BEGIN DATA RECORDS
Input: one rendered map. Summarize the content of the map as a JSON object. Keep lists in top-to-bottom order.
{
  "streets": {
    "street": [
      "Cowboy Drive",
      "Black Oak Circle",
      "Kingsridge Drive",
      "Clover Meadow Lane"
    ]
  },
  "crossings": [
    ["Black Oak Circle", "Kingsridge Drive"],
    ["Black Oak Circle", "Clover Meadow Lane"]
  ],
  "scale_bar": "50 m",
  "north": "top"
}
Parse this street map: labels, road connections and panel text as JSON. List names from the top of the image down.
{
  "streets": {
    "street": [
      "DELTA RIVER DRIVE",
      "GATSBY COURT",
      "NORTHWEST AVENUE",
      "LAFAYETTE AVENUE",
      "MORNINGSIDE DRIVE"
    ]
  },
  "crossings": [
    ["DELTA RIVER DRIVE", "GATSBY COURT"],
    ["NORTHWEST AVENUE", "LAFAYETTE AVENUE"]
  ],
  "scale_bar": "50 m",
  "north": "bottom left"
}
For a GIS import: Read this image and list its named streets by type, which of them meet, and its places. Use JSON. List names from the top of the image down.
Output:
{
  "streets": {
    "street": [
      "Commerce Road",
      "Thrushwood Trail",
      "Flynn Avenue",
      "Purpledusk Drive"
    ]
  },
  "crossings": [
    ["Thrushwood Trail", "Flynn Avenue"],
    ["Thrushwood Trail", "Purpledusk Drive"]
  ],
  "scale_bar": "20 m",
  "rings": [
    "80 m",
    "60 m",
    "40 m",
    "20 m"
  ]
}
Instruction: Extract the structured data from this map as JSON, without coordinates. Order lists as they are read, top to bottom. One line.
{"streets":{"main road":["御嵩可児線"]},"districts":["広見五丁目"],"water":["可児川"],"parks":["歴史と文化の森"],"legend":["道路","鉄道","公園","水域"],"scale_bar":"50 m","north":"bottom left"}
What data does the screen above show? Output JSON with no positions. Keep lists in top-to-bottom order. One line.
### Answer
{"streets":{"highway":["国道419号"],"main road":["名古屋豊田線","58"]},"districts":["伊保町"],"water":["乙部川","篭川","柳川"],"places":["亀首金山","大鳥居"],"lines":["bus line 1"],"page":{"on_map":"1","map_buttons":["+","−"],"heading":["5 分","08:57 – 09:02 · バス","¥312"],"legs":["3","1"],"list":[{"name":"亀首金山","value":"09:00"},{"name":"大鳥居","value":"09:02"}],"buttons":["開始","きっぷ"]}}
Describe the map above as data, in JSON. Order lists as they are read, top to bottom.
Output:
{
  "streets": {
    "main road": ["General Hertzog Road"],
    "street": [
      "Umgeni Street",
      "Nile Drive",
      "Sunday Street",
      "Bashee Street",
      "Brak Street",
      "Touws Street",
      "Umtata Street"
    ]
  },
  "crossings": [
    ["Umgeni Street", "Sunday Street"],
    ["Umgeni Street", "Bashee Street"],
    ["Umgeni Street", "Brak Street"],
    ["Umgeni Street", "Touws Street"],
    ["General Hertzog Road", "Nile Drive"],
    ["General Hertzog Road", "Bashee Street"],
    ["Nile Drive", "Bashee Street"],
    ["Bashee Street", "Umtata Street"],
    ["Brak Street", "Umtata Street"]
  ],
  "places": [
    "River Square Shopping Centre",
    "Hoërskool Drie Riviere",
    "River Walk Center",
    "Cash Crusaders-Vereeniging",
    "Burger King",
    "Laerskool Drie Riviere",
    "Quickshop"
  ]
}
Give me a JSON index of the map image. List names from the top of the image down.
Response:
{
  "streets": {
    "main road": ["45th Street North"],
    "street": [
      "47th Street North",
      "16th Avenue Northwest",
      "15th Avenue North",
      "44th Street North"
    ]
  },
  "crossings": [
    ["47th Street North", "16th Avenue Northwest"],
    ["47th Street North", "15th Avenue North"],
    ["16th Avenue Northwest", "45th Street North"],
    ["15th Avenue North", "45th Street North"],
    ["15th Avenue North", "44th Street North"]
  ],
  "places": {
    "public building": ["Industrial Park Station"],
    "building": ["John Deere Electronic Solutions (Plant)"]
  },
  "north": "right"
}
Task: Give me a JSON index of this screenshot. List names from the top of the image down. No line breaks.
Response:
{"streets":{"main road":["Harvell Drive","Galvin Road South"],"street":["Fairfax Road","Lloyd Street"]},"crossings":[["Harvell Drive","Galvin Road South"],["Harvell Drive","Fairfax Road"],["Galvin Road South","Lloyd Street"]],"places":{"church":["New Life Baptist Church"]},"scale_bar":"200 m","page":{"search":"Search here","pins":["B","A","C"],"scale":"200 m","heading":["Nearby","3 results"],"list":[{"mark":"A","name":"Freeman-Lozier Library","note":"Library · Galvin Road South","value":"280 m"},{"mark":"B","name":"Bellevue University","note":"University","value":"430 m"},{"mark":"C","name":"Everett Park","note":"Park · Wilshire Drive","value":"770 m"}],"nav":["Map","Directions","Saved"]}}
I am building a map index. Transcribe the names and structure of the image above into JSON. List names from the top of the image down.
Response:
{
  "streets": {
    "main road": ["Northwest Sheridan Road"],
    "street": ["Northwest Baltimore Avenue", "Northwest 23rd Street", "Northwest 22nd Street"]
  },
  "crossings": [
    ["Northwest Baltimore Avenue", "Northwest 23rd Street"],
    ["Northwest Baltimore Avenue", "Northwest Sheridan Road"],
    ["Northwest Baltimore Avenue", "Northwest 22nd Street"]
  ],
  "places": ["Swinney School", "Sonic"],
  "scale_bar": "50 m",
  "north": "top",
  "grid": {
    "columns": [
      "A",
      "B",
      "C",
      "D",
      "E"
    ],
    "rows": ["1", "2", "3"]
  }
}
END DATA RECORDS
YOUR GOAL =
Transcribe every record above exactly as it appears.

YOUR RESPONSE =
Input: one rendered map. Summarize the content of the map as a JSON object. Keep lists in top-to-bottom order.
{
  "streets": {
    "street": [
      "Cowboy Drive",
      "Black Oak Circle",
      "Kingsridge Drive",
      "Clover Meadow Lane"
    ]
  },
  "crossings": [
    ["Black Oak Circle", "Kingsridge Drive"],
    ["Black Oak Circle", "Clover Meadow Lane"]
  ],
  "scale_bar": "50 m",
  "north": "top"
}
Parse this street map: labels, road connections and panel text as JSON. List names from the top of the image down.
{
  "streets": {
    "street": [
      "DELTA RIVER DRIVE",
      "GATSBY COURT",
      "NORTHWEST AVENUE",
      "LAFAYETTE AVENUE",
      "MORNINGSIDE DRIVE"
    ]
  },
  "crossings": [
    ["DELTA RIVER DRIVE", "GATSBY COURT"],
    ["NORTHWEST AVENUE", "LAFAYETTE AVENUE"]
  ],
  "scale_bar": "50 m",
  "north": "bottom left"
}
For a GIS import: Read this image and list its named streets by type, which of them meet, and its places. Use JSON. List names from the top of the image down.
Output:
{
  "streets": {
    "street": [
      "Commerce Road",
      "Thrushwood Trail",
      "Flynn Avenue",
      "Purpledusk Drive"
    ]
  },
  "crossings": [
    ["Thrushwood Trail", "Flynn Avenue"],
    ["Thrushwood Trail", "Purpledusk Drive"]
  ],
  "scale_bar": "20 m",
  "rings": [
    "80 m",
    "60 m",
    "40 m",
    "20 m"
  ]
}
Instruction: Extract the structured data from this map as JSON, without coordinates. Order lists as they are read, top to bottom. One line.
{"streets":{"main road":["御嵩可児線"]},"districts":["広見五丁目"],"water":["可児川"],"parks":["歴史と文化の森"],"legend":["道路","鉄道","公園","水域"],"scale_bar":"50 m","north":"bottom left"}
What data does the screen above show? Output JSON with no positions. Keep lists in top-to-bottom order. One line.
### Answer
{"streets":{"highway":["国道419号"],"main road":["名古屋豊田線","58"]},"districts":["伊保町"],"water":["乙部川","篭川","柳川"],"places":["亀首金山","大鳥居"],"lines":["bus line 1"],"page":{"on_map":"1","map_buttons":["+","−"],"heading":["5 分","08:57 – 09:02 · バス","¥312"],"legs":["3","1"],"list":[{"name":"亀首金山","value":"09:00"},{"name":"大鳥居","value":"09:02"}],"buttons":["開始","きっぷ"]}}
Describe the map above as data, in JSON. Order lists as they are read, top to bottom.
Output:
{
  "streets": {
    "main road": ["General Hertzog Road"],
    "street": [
      "Umgeni Street",
      "Nile Drive",
      "Sunday Street",
      "Bashee Street",
      "Brak Street",
      "Touws Street",
      "Umtata Street"
    ]
  },
  "crossings": [
    ["Umgeni Street", "Sunday Street"],
    ["Umgeni Street", "Bashee Street"],
    ["Umgeni Street", "Brak Street"],
    ["Umgeni Street", "Touws Street"],
    ["General Hertzog Road", "Nile Drive"],
    ["General Hertzog Road", "Bashee Street"],
    ["Nile Drive", "Bashee Street"],
    ["Bashee Street", "Umtata Street"],
    ["Brak Street", "Umtata Street"]
  ],
  "places": [
    "River Square Shopping Centre",
    "Hoërskool Drie Riviere",
    "River Walk Center",
    "Cash Crusaders-Vereeniging",
    "Burger King",
    "Laerskool Drie Riviere",
    "Quickshop"
  ]
}
Give me a JSON index of the map image. List names from the top of the image down.
Response:
{
  "streets": {
    "main road": ["45th Street North"],
    "street": [
      "47th Street North",
      "16th Avenue Northwest",
      "15th Avenue North",
      "44th Street North"
    ]
  },
  "crossings": [
    ["47th Street North", "16th Avenue Northwest"],
    ["47th Street North", "15th Avenue North"],
    ["16th Avenue Northwest", "45th Street North"],
    ["15th Avenue North", "45th Street North"],
    ["15th Avenue North", "44th Street North"]
  ],
  "places": {
    "public building": ["Industrial Park Station"],
    "building": ["John Deere Electronic Solutions (Plant)"]
  },
  "north": "right"
}
Task: Give me a JSON index of this screenshot. List names from the top of the image down. No line breaks.
Response:
{"streets":{"main road":["Harvell Drive","Galvin Road South"],"street":["Fairfax Road","Lloyd Street"]},"crossings":[["Harvell Drive","Galvin Road South"],["Harvell Drive","Fairfax Road"],["Galvin Road South","Lloyd Street"]],"places":{"church":["New Life Baptist Church"]},"scale_bar":"200 m","page":{"search":"Search here","pins":["B","A","C"],"scale":"200 m","heading":["Nearby","3 results"],"list":[{"mark":"A","name":"Freeman-Lozier Library","note":"Library · Galvin Road South","value":"280 m"},{"mark":"B","name":"Bellevue University","note":"University","value":"430 m"},{"mark":"C","name":"Everett Park","note":"Park · Wilshire Drive","value":"770 m"}],"nav":["Map","Directions","Saved"]}}
I am building a map index. Transcribe the names and structure of the image above into JSON. List names from the top of the image down.
Response:
{
  "streets": {
    "main road": ["Northwest Sheridan Road"],
    "street": ["Northwest Baltimore Avenue", "Northwest 23rd Street", "Northwest 22nd Street"]
  },
  "crossings": [
    ["Northwest Baltimore Avenue", "Northwest 23rd Street"],
    ["Northwest Baltimore Avenue", "Northwest Sheridan Road"],
    ["Northwest Baltimore Avenue", "Northwest 22nd Street"]
  ],
  "places": ["Swinney School", "Sonic"],
  "scale_bar": "50 m",
  "north": "top",
  "grid": {
    "columns": [
      "A",
      "B",
      "C",
      "D",
      "E"
    ],
    "rows": ["1", "2", "3"]
  }
}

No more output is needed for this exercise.